*EXERCISE AIM*:
A faithful copy is required of the lines from the top of the entries through the line that contains "filter:drop-shadow(0 0 2px", both included, with no pictures.

[INFORMATION]

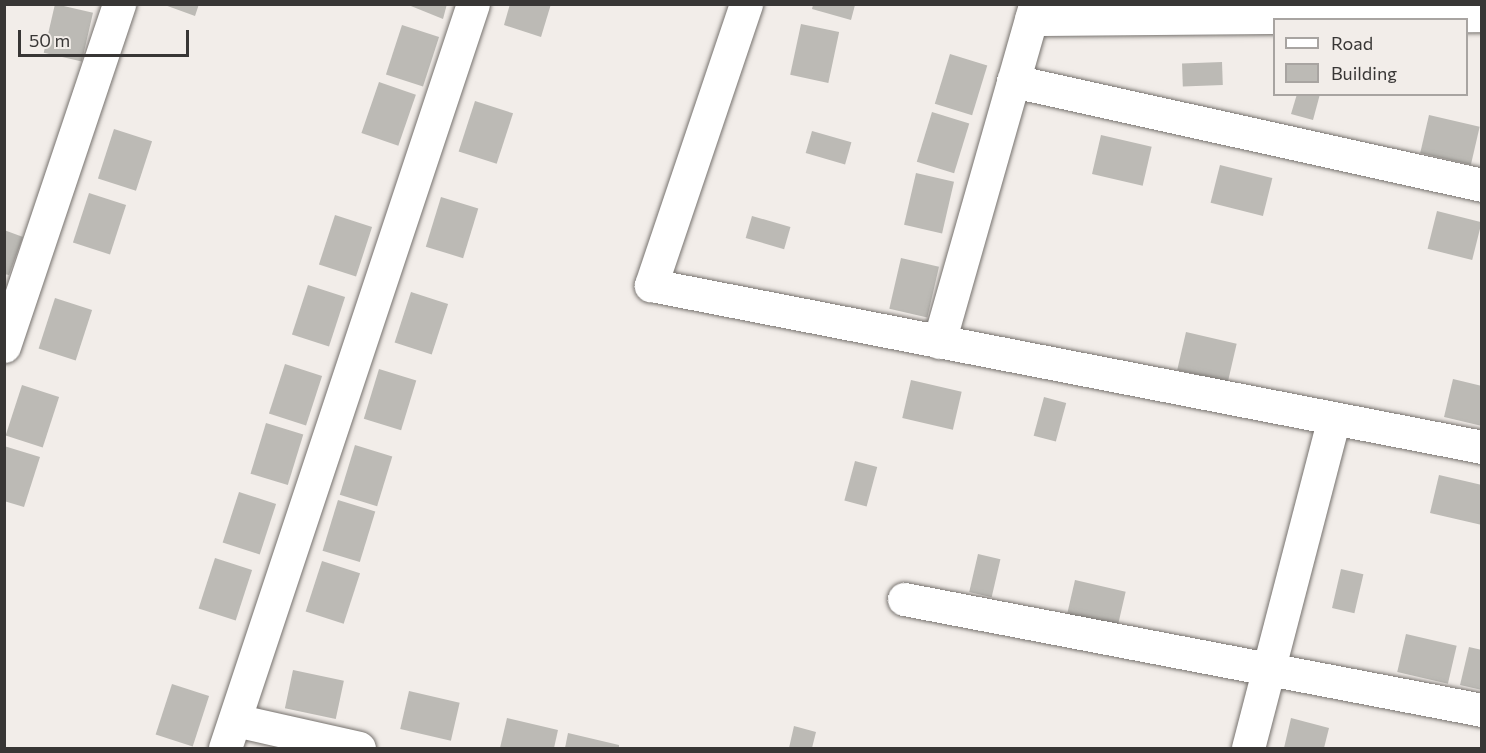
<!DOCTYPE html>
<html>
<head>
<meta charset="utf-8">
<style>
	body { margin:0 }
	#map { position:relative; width:1486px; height:753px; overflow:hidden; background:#f2ede9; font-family:Commissioner,sans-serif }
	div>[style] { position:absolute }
	.building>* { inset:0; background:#bcbab5; transform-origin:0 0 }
	.roads { filter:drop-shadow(0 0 2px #76726e) drop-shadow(0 0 2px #76726e) }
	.minor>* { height:33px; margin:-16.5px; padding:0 16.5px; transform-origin:16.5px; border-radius:16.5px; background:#fff }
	span { translate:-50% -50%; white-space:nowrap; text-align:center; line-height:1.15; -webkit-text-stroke:4.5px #f2ede9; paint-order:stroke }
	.frame { position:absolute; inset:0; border:6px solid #383635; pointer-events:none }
	.legend { position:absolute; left:1273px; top:18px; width:195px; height:78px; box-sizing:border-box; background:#f2ede9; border:2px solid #a8a4a1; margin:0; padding:8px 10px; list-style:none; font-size:18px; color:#383635 }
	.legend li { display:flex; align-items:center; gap:12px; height:30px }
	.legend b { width:30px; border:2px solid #a8a4a1 }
	.scale { position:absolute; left:18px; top:30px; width:171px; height:27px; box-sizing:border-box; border:3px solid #383635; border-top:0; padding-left:8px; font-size:18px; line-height:21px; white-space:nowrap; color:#383635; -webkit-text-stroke:4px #f2ede9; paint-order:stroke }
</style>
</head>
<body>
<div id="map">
	<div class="building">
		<i style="left:55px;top:4px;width:39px;height:50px;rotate:13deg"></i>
		<i style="clip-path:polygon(162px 4px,199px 4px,195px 16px)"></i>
		<i style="clip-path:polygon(406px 4px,447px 4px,443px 19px)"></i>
		<i style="clip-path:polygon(510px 4px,551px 4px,541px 37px,504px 25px)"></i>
		<i style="clip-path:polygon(813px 5px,855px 5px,851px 20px,812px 9px)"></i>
		<i style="left:801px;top:24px;width:39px;height:52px;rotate:12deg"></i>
		<i style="left:402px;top:25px;width:39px;height:52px;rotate:18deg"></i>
		<i style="left:950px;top:54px;width:39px;height:52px;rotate:17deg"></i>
		<i style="left:1222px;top:62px;width:23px;height:40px;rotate:88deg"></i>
		<i style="left:379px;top:82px;width:39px;height:54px;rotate:19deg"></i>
		<i style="clip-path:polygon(1297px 94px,1320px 94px,1313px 120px,1291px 114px)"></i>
		<i style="left:475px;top:101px;width:40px;height:53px;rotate:18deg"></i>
		<i style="left:932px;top:112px;width:39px;height:52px;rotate:17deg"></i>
		<i style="left:1429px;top:115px;width:52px;height:39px;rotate:13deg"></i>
		<i style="left:114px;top:129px;width:40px;height:52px;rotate:18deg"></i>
		<i style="left:812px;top:131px;width:41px;height:23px;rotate:16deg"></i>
		<i style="left:1101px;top:135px;width:52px;height:40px;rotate:13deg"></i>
		<i style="left:1220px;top:165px;width:54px;height:39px;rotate:14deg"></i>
		<i style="left:916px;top:173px;width:39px;height:53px;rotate:13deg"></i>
		<i style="left:89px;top:193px;width:39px;height:52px;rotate:18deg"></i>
		<i style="left:441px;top:197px;width:39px;height:52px;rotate:17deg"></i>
		<i style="left:1437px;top:211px;width:46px;height:39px;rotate:14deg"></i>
		<i style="left:335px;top:215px;width:39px;height:52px;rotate:18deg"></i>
		<i style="left:752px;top:216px;width:40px;height:23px;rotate:16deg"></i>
		<i style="clip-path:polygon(4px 230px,23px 237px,9px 275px,4px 274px)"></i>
		<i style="left:901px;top:258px;width:39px;height:52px;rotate:13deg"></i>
		<i style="left:308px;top:285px;width:39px;height:52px;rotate:18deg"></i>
		<i style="left:411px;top:292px;width:39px;height:53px;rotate:18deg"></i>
		<i style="left:55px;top:298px;width:39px;height:53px;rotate:18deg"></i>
		<i style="left:1186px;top:332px;width:52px;height:39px;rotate:13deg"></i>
		<i style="left:285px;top:364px;width:39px;height:52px;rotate:18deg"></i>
		<i style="left:379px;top:369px;width:39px;height:52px;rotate:17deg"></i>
		<i style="clip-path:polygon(1453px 379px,1482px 386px,1482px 426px,1444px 417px)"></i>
		<i style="left:911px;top:380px;width:52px;height:39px;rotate:13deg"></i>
		<i style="left:22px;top:385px;width:39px;height:53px;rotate:18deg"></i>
		<i style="left:1044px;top:397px;width:23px;height:40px;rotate:15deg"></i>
		<i style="left:266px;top:423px;width:39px;height:53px;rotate:17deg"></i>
		<i style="left:355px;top:445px;width:39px;height:52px;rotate:17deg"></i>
		<i style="clip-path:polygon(4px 446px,40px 457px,24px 507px,4px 501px)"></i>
		<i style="left:855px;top:461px;width:23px;height:41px;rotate:15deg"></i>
		<i style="clip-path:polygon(1439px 475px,1482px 485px,1482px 525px,1430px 513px)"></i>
		<i style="left:239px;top:492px;width:39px;height:53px;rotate:18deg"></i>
		<i style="left:338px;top:500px;width:39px;height:53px;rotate:17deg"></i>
		<i style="left:978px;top:554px;width:23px;height:39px;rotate:13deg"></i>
		<i style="left:215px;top:558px;width:39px;height:53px;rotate:18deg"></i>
		<i style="left:322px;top:561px;width:40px;height:53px;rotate:18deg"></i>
		<i style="left:1341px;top:569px;width:23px;height:40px;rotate:13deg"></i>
		<i style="left:1075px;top:580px;width:52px;height:39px;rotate:13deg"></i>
		<i style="left:1406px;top:634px;width:52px;height:39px;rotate:13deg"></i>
		<i style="clip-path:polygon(1469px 647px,1482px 650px,1482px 690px,1460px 685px)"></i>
		<i style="left:293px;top:670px;width:52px;height:39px;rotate:12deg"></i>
		<i style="left:172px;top:684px;width:39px;height:53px;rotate:18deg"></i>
		<i style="left:409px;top:691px;width:52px;height:39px;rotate:13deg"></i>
		<i style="clip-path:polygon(507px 718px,558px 730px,554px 748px,500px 748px)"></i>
		<i style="clip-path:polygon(1291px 718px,1329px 728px,1324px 748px,1284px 748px)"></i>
		<i style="clip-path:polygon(794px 726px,816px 732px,812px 748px,789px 748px)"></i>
		<i style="clip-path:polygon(568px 733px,619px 745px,619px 748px,565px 748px)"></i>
	</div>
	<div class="roads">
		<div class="minor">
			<i style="left:746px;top:4px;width:297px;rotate:108.7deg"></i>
			<i style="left:651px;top:285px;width:847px;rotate:11.03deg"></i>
			<i style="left:1031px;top:19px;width:451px;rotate:-0.5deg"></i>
			<i style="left:1013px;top:81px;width:480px;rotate:12.5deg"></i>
			<i style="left:939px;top:342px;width:351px;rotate:-74.1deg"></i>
			<i style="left:4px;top:346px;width:361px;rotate:-71.4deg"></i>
			<i style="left:904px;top:599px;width:589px;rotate:10.87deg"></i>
			<i style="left:235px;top:720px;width:127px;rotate:12.7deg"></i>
			<i style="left:225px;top:748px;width:784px;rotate:-71.57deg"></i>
			<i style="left:1248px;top:748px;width:340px;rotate:-75.4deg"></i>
		</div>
	</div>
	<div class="frame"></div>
	<ul class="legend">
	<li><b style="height:8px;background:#fff"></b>Road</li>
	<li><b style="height:16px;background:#bcbab5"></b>Building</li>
	</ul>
	<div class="scale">50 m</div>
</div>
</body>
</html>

[/INFORMATION]

*ANSWER SPACE*:
<!DOCTYPE html>
<html>
<head>
<meta charset="utf-8">
<style>
	body { margin:0 }
	#map { position:relative; width:1486px; height:753px; overflow:hidden; background:#f2ede9; font-family:Commissioner,sans-serif }
	div>[style] { position:absolute }
	.building>* { inset:0; background:#bcbab5; transform-origin:0 0 }
	.roads { filter:drop-shadow(0 0 2px #76726e) drop-shadow(0 0 2px #76726e) }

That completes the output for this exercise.